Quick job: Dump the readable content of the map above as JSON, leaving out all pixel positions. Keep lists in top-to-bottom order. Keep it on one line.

━━━━

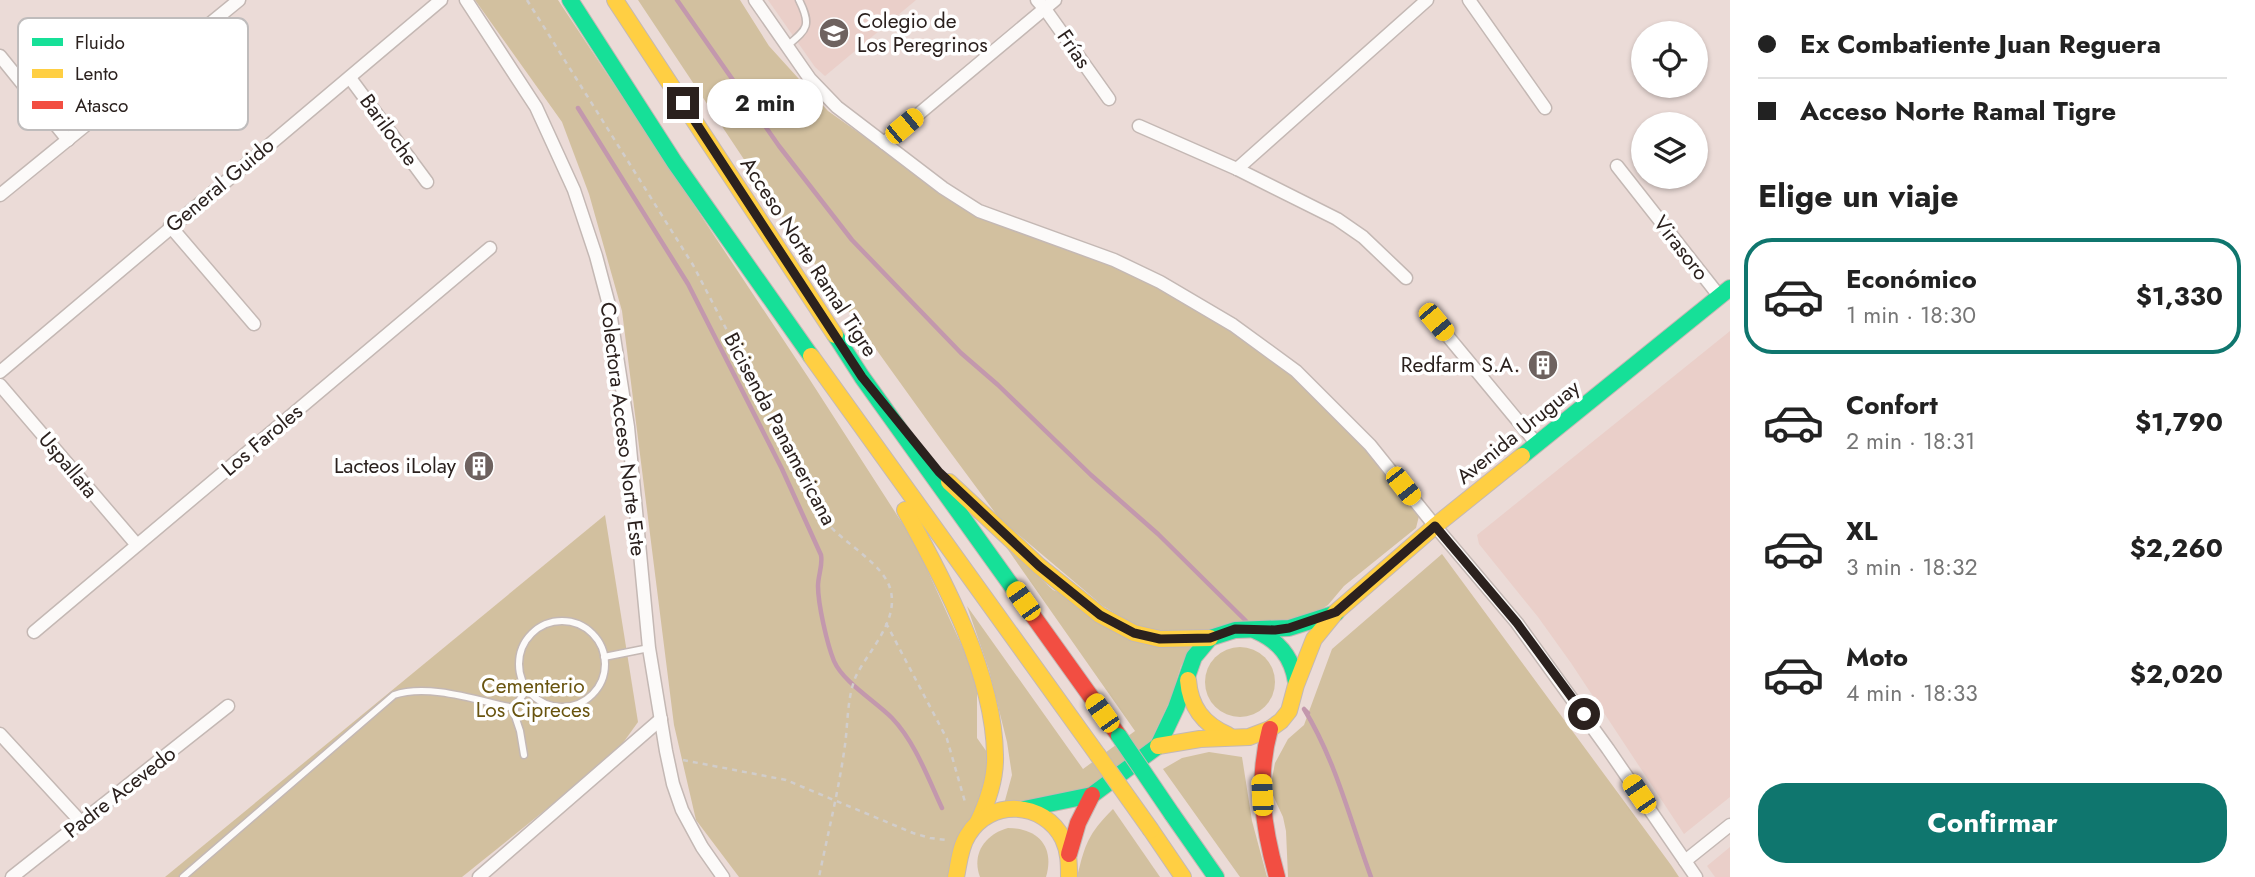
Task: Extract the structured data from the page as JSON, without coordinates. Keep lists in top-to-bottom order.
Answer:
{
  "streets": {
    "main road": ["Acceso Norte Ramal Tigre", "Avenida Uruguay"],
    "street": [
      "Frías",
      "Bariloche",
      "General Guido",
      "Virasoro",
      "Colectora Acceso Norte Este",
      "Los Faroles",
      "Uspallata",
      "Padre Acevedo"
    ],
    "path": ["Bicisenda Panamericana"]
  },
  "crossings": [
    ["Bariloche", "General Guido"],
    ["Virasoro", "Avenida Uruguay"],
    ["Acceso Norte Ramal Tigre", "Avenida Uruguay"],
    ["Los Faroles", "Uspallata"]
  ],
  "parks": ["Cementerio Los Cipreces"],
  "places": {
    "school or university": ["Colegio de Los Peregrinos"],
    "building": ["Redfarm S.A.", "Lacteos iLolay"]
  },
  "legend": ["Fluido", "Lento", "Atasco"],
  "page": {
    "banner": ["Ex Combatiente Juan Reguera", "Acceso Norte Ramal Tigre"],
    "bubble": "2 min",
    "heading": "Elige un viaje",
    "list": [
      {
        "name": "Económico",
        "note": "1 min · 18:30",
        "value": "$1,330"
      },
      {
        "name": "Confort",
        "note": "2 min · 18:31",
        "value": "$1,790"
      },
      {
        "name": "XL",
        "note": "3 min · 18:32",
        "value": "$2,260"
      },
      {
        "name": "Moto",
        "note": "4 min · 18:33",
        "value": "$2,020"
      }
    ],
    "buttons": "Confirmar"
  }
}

━━━━

__WHAT THE TASK REQUIRES__
Of the lines above, copy each that contains "lists".

__REPLY TO THE EXERCISE__
Quick job: Dump the readable content of the map above as JSON, leaving out all pixel positions. Keep lists in top-to-bottom order. Keep it on one line.
Task: Extract the structured data from the page as JSON, without coordinates. Keep lists in top-to-bottom order.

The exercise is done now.